He's referring (at least in part) to the so-called "Pirenne Thesis", first proposed in 1937 by Belgian historian Henri Pirenne in his book "Muhammad and Charlemagne". Pirenne proposed that the Germanic successor states of Rome were continuing the same level of economic and cultural activity as the old centralized Roman system, and that it wasn't until the Arab Muslim armies conquered the eastern and southern shores of the Mediterranean, which is what (he claimed) actually cratered the European economy and sparked the Dark Ages.

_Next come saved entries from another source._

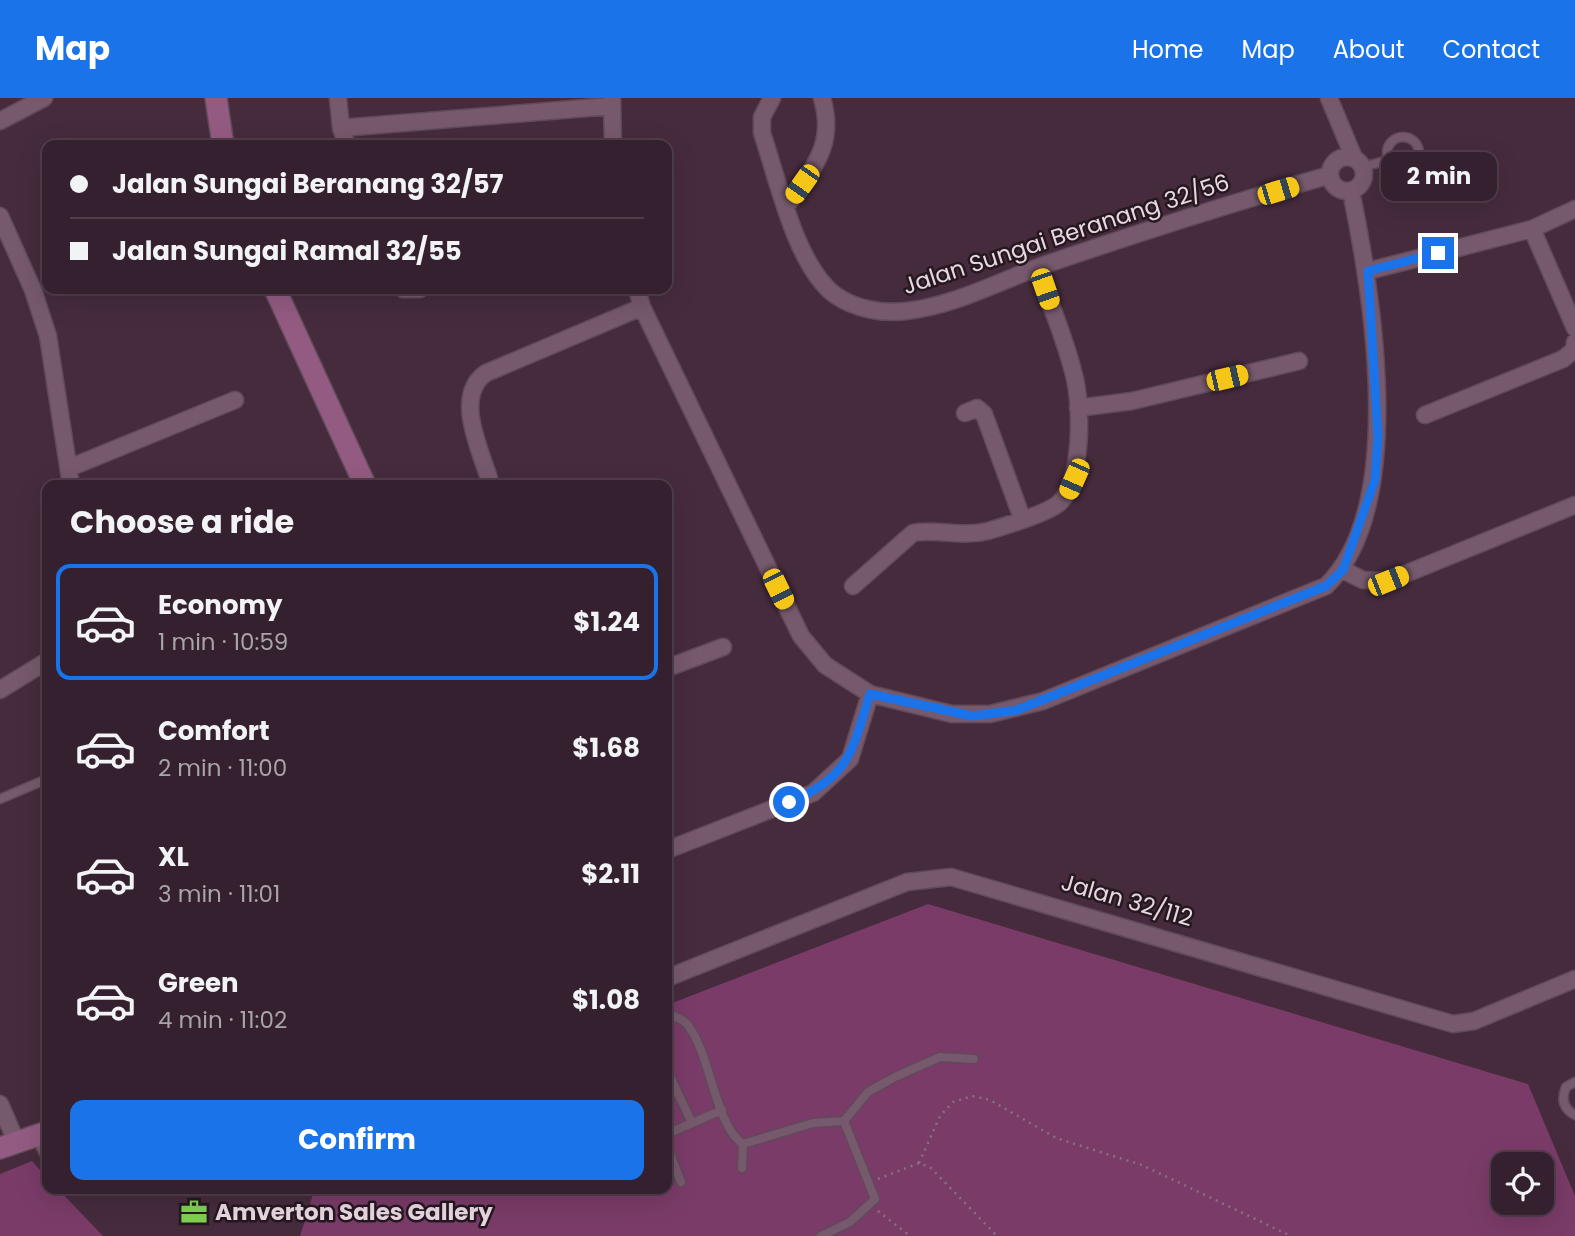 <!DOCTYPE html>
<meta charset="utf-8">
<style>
body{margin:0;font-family:Poppins,sans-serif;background:#3f2d3a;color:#f1f3f6;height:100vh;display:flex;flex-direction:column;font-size:26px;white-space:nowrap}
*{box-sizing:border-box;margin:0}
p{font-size:23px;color:#a9a3aa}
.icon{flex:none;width:38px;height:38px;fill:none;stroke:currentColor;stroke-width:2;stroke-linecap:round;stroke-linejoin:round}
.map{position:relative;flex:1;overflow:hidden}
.drawer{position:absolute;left:42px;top:382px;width:630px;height:714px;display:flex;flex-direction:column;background:#34202e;border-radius:14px;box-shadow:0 7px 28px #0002,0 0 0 2px #4e3e4a}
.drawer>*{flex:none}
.top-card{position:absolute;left:42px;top:42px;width:630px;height:154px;border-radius:14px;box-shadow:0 7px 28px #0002,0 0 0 2px #4e3e4a;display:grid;align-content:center;height:154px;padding:0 28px;background:#34202e}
.buttons{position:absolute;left:1491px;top:1054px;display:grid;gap:14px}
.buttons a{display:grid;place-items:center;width:63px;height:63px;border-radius:14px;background:#34202e;box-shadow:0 7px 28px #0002,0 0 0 2px #4e3e4a;font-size:35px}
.end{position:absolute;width:32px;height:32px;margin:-16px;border:9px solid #1a73e8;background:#fff;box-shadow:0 0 0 4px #fff}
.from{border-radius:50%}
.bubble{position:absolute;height:49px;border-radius:14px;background:#34202e;box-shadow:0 7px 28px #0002,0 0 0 2px #4e3e4a;font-size:23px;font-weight:700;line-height:49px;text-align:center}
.car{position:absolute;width:21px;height:42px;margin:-21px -10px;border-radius:9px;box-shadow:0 0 5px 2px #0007;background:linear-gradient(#f5c518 24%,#345 0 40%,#f5c518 0 76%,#345 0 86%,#f5c518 0)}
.top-card b{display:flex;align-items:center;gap:24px;height:66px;font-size:26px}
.top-card b+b{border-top:2px solid #4e3e4a}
.top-card i{width:18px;height:18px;background:#f1f3f6}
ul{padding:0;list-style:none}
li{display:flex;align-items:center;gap:21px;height:116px;margin:0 14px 10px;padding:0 14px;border:4px solid transparent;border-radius:14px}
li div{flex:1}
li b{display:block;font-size:26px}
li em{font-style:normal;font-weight:700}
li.active{border-color:#1a73e8}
li>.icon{width:63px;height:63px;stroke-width:1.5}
h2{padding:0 28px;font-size:32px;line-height:84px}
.primary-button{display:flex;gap:14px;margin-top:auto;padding:14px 28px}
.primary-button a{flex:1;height:80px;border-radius:14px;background:#1a73e8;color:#fff;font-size:28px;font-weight:700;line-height:80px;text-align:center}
header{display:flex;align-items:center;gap:42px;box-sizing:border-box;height:98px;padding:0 35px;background:#1a73e8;color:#fff}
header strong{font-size:33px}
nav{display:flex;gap:38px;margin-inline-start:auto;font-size:24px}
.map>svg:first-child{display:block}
.green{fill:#7a3b68;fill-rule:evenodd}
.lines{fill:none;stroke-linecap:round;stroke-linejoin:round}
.lane-casing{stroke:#604a59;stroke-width:11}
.street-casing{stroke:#604a59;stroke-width:19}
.secondary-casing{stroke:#604a59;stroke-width:24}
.path{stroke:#887180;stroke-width:2.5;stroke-dasharray:2 5;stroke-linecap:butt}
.lane{stroke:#76596c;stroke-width:8}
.street{stroke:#76596c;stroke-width:16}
.secondary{stroke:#935b82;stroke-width:21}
.route{stroke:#1a73e8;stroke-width:9}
.labels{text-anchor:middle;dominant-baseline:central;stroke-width:5;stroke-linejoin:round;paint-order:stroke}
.street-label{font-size:23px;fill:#e8d6e1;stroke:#251820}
.poi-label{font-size:23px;font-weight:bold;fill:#e8d6e1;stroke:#251820;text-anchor:start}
</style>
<header>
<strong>Map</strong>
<nav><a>Home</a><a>Map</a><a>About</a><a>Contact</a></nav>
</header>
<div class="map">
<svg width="1575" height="1138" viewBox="0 0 1575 1138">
<rect width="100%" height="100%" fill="#462b3d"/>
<path class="green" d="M 928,806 L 1528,986 L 1575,1098 L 1575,1138 L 300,1138 L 315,1090 L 667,1090 L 667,907 ZM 1503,1066 L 1542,1066 L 1542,1104 L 1503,1104 Z
M 32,1063 L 47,1080 L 47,1090 L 57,1090 L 103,1138 L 0,1138 L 0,1076 Z"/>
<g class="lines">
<g class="lane-casing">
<path id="lane" d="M1387 55a16 16 0 1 1 32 0a16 16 0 1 1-32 0Z
M 1363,69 L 1388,62
M 0,701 L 47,681
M 667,914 C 673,918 681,921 686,925 C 711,953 714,1027 743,1046 L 813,1025 L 844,1023 L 875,1101 L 850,1124 L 821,1138
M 667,972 L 692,1025
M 1575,984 L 1566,989 C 1561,1001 1563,1011 1575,1017
M 844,1023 L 868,994 L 895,979 L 940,959 L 974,961
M 667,1036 L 722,1012
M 36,1040 L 47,1061
M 667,1048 L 681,1084
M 742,1070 L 743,1046"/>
</g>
<g class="street-casing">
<path id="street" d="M 338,0 L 341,30 L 347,47
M 772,0 L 762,19 L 762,35 C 778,82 796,168 835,197 C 855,211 882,216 906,213 C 954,208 1002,182 1047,166 C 1141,134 1235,104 1330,77
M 1329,0 L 1354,60
M 612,1 L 613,47
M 0,23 L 44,0
M 341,30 L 611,8
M1330 76a17 17 0 1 1 34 0a17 17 0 1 1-34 0Z
M 787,107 C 813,70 836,47 822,0
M 0,118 L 33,192 L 48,238 L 71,387
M 1532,131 L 1575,230
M 1368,173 L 1532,131 L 1575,111
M 403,191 L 420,191
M 637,191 L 642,209 L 801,538 L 825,567 L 870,596 L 952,616 L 990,616 L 1043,603 L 1326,488 C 1408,409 1372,195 1351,93
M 1078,310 L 1132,303 L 1299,263
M 965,315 L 977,310 L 984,316 L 1022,420
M 1425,317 L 1563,261 L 1574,252 L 1575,244
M 69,370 L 235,302
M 491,387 C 482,354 452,299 486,275 L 642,209
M 1343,472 L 1363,482 L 1388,483 L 1575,407
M 853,488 L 913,435 C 938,430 959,440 988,433 C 1005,428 1045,416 1058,406 C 1083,386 1082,306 1074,277 C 1065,240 1050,205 1037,170
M 667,570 L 723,549
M 0,592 L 47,563
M 667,752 L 813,695 L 850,661 L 870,596
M 667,880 L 907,784 L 951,779 L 1453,926 L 1474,923 L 1575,881
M 0,1006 L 16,1043"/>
</g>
<g class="secondary-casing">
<path id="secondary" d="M 216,0 L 223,47
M 275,191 L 365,387
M 0,1050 L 47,1034"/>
</g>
<path class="path" d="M 919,1065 L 940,1018 L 953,1004 L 972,998 L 990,1002 L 1056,1040 L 1142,1067 L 1291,1138
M 878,1081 L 919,1065 L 931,1070 L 997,1138
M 878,1113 L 910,1138"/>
<use href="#lane" class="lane"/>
<use href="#street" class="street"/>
<use href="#secondary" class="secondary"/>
</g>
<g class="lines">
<path class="route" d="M 789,704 C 850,680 852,653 870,596 L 972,618 L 1017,612 L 1326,488 L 1343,472 L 1375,382 L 1378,339 L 1368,173 L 1438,155"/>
</g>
<defs>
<g id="office-bare" transform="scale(2.1)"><path d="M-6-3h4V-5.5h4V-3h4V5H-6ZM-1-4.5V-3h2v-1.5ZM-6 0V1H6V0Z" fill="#7fd052" stroke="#251820" stroke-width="2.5" paint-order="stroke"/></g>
</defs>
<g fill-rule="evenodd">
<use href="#office-bare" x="194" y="1114"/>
</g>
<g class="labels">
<g class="street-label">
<text transform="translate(1066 136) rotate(-18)">Jalan Sungai Beranang 32/56</text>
<text transform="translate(1127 802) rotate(16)">Jalan 32/112</text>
</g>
<g class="poi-label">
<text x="215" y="1114">Amverton Sales Gallery</text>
</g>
</g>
</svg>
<div class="buttons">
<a><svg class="icon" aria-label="locate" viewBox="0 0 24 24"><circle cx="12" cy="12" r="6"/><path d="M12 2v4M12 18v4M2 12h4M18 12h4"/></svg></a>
</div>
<i class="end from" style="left:789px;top:704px"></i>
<i class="end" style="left:1438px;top:155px"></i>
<div class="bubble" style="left:1381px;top:54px;width:116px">2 min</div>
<i class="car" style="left:802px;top:86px;rotate:215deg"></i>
<i class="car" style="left:1278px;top:93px;rotate:73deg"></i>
<i class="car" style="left:1045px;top:191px;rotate:161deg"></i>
<i class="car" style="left:1227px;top:280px;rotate:77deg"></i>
<i class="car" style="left:1074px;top:381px;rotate:204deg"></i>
<i class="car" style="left:1388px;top:483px;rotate:68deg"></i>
<i class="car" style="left:778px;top:491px;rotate:154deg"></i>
<div class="top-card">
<b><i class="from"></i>Jalan Sungai Beranang 32/57</b>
<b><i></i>Jalan Sungai Ramal 32/55</b>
</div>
<section class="drawer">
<h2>Choose a ride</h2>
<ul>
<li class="active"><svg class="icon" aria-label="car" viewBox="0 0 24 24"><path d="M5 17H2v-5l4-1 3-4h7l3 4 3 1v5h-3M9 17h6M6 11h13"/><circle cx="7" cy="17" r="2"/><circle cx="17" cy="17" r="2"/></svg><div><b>Economy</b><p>1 min · 10:59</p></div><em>$1.24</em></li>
<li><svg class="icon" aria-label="car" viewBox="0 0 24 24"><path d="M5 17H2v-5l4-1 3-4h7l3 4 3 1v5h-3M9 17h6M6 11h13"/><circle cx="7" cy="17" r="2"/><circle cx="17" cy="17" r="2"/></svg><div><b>Comfort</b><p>2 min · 11:00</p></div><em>$1.68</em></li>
<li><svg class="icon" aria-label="car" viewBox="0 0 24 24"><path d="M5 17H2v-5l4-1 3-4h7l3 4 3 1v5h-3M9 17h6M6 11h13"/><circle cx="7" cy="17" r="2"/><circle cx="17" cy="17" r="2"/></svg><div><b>XL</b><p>3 min · 11:01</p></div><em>$2.11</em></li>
<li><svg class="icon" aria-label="car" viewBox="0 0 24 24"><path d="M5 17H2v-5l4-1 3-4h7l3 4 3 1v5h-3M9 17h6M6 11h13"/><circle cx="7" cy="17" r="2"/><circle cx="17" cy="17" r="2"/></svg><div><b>Green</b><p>4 min · 11:02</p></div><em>$1.08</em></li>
</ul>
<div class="primary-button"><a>Confirm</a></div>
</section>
</div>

His thesis was considered pretty fringe and was rejected by other historians at the time, and modern archaeology has only confirmed that view (for a good contemporary overview of the thesis and why it's wrong, see "The Pirenne Thesis: Analysis, Criticism, And Revision", and for the modern perspective, "Mohammed, Charlemagne, and the Origins of Europe: Archaeology and the Pirenne Thesis", both available on Amazon).
This thesis was revived in recent years by crackpot pseudohistorian Emmet Scott (the main English-language promoter of Heribert Illig's bizarre Phantom Time Hypothesis, which claims that the years 614 AD to 911 AD never actually existed and that all the people and events in them were the result of a grand medieval forgery...the fact that Illig's thesis completely contradicts Pirenne's does not seem to bother Scott one bit), in his "Mohammed and Charlemagne Revisited".
The thesis has been latched onto by modern Islam-haters, because it portrays Muslims as civilizational destroyers and the reason why the Dark Ages happened (which, naturally, they see as a warning for today), which is why Skydive5 talks about it.